* **TASK INSTRUCTIONS**
Lines below containing the word "column" should be copied out.

* **GIVEN DATA**
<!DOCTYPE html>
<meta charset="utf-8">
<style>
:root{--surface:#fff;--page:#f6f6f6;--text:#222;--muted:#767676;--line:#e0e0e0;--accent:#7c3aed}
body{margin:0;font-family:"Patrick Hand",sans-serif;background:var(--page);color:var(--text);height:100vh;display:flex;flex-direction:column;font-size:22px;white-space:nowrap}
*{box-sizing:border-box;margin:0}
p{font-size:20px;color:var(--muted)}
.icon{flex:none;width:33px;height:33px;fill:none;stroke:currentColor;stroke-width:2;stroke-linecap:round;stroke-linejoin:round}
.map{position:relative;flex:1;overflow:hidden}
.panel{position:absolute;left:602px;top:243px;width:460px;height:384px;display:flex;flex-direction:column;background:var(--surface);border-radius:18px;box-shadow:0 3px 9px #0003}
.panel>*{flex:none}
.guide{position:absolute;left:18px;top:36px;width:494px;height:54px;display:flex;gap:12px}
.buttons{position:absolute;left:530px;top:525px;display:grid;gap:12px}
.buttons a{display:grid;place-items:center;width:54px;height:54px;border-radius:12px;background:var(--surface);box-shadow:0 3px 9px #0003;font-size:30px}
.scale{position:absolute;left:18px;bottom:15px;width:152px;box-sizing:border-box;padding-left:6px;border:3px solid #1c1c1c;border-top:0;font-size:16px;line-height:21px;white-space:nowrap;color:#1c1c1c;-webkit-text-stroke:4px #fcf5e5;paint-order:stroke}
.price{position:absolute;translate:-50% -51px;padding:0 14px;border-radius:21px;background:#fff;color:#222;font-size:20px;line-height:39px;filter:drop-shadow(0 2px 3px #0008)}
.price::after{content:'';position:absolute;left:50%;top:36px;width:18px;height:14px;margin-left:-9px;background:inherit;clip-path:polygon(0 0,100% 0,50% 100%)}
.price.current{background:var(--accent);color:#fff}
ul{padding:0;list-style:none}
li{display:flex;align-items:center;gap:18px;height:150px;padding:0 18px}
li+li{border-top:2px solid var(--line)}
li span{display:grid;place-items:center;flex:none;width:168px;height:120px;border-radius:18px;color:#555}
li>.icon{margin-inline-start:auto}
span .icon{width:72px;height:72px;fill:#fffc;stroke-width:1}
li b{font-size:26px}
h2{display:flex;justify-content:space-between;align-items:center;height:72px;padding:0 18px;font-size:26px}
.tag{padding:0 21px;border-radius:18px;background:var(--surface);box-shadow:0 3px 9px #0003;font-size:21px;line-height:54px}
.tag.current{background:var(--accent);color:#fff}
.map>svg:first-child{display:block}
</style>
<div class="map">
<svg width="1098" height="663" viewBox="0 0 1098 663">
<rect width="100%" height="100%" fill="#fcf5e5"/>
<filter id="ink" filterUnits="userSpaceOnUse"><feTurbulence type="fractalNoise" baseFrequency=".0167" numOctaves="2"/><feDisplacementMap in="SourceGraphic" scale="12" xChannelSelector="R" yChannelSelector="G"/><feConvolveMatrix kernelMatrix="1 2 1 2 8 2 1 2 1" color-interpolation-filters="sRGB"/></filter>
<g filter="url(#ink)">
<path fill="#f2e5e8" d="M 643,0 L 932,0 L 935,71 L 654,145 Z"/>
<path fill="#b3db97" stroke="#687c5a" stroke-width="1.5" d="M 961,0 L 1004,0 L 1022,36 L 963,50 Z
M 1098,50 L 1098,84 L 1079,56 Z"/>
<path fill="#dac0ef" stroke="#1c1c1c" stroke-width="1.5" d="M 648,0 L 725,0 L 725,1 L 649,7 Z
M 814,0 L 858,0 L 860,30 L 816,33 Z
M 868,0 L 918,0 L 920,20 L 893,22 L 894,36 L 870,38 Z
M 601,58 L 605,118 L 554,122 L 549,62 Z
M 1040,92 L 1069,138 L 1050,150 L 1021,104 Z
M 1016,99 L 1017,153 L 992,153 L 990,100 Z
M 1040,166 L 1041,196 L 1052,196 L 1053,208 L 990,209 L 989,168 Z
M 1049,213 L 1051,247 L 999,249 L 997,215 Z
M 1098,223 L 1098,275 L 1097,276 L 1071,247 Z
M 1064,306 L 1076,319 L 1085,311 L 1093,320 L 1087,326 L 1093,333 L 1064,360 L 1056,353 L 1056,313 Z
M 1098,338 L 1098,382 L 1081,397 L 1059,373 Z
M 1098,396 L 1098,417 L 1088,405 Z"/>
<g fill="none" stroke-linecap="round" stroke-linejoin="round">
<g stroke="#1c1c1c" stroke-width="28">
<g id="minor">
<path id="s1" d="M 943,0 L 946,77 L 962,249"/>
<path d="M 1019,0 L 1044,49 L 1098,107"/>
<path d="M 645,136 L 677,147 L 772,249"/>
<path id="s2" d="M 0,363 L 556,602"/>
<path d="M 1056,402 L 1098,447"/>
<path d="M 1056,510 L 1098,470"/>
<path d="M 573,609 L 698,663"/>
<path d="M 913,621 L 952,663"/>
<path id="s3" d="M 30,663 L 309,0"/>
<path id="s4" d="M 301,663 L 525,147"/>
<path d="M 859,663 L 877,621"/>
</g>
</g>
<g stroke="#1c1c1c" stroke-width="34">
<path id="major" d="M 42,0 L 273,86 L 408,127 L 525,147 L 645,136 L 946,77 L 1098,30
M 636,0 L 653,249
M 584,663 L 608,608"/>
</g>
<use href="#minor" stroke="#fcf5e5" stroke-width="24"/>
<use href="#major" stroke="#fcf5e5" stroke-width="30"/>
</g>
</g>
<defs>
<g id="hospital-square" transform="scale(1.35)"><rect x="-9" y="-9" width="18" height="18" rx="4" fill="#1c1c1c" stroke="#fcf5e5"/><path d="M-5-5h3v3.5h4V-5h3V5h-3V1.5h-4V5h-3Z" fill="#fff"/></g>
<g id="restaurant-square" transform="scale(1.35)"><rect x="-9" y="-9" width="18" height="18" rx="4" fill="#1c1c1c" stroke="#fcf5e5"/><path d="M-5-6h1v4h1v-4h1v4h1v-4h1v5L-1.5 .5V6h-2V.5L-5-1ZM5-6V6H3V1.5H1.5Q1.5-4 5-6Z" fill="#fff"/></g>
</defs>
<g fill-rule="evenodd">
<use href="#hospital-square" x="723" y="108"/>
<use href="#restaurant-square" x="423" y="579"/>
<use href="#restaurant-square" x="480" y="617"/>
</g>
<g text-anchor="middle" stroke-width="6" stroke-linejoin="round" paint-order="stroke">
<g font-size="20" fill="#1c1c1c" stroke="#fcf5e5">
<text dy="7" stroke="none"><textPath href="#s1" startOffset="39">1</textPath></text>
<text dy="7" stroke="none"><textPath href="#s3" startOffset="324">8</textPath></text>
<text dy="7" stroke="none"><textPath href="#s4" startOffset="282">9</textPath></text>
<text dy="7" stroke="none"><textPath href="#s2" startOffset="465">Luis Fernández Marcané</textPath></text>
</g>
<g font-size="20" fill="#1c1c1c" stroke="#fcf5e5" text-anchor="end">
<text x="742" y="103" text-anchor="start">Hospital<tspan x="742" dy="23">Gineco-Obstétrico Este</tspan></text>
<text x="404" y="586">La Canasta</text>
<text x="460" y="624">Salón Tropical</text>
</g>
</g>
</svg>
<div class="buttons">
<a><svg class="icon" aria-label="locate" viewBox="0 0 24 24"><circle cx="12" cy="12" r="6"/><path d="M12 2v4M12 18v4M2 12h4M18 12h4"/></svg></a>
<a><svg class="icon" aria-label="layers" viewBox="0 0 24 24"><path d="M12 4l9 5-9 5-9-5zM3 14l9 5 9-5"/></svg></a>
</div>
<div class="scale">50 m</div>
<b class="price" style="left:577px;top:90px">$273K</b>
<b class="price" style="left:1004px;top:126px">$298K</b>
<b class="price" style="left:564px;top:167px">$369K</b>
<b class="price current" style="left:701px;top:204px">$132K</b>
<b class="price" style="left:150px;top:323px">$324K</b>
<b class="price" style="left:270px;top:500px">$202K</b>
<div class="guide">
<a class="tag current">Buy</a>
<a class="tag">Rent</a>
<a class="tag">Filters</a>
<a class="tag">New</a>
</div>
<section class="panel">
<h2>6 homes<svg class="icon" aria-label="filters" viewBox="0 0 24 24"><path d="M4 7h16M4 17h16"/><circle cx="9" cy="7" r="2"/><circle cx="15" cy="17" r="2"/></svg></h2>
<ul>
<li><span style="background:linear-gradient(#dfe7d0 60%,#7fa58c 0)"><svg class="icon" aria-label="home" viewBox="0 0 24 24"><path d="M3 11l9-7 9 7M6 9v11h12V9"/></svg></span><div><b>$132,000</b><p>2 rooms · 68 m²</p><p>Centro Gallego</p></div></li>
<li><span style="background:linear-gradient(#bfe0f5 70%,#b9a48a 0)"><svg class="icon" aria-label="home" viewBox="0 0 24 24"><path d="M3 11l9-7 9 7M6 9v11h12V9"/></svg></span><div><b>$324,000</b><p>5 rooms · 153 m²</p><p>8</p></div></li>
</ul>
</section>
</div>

* **TASK RESPONSE**
body{margin:0;font-family:"Patrick Hand",sans-serif;background:var(--page);color:var(--text);height:100vh;display:flex;flex-direction:column;font-size:22px;white-space:nowrap}
.panel{position:absolute;left:602px;top:243px;width:460px;height:384px;display:flex;flex-direction:column;background:var(--surface);border-radius:18px;box-shadow:0 3px 9px #0003}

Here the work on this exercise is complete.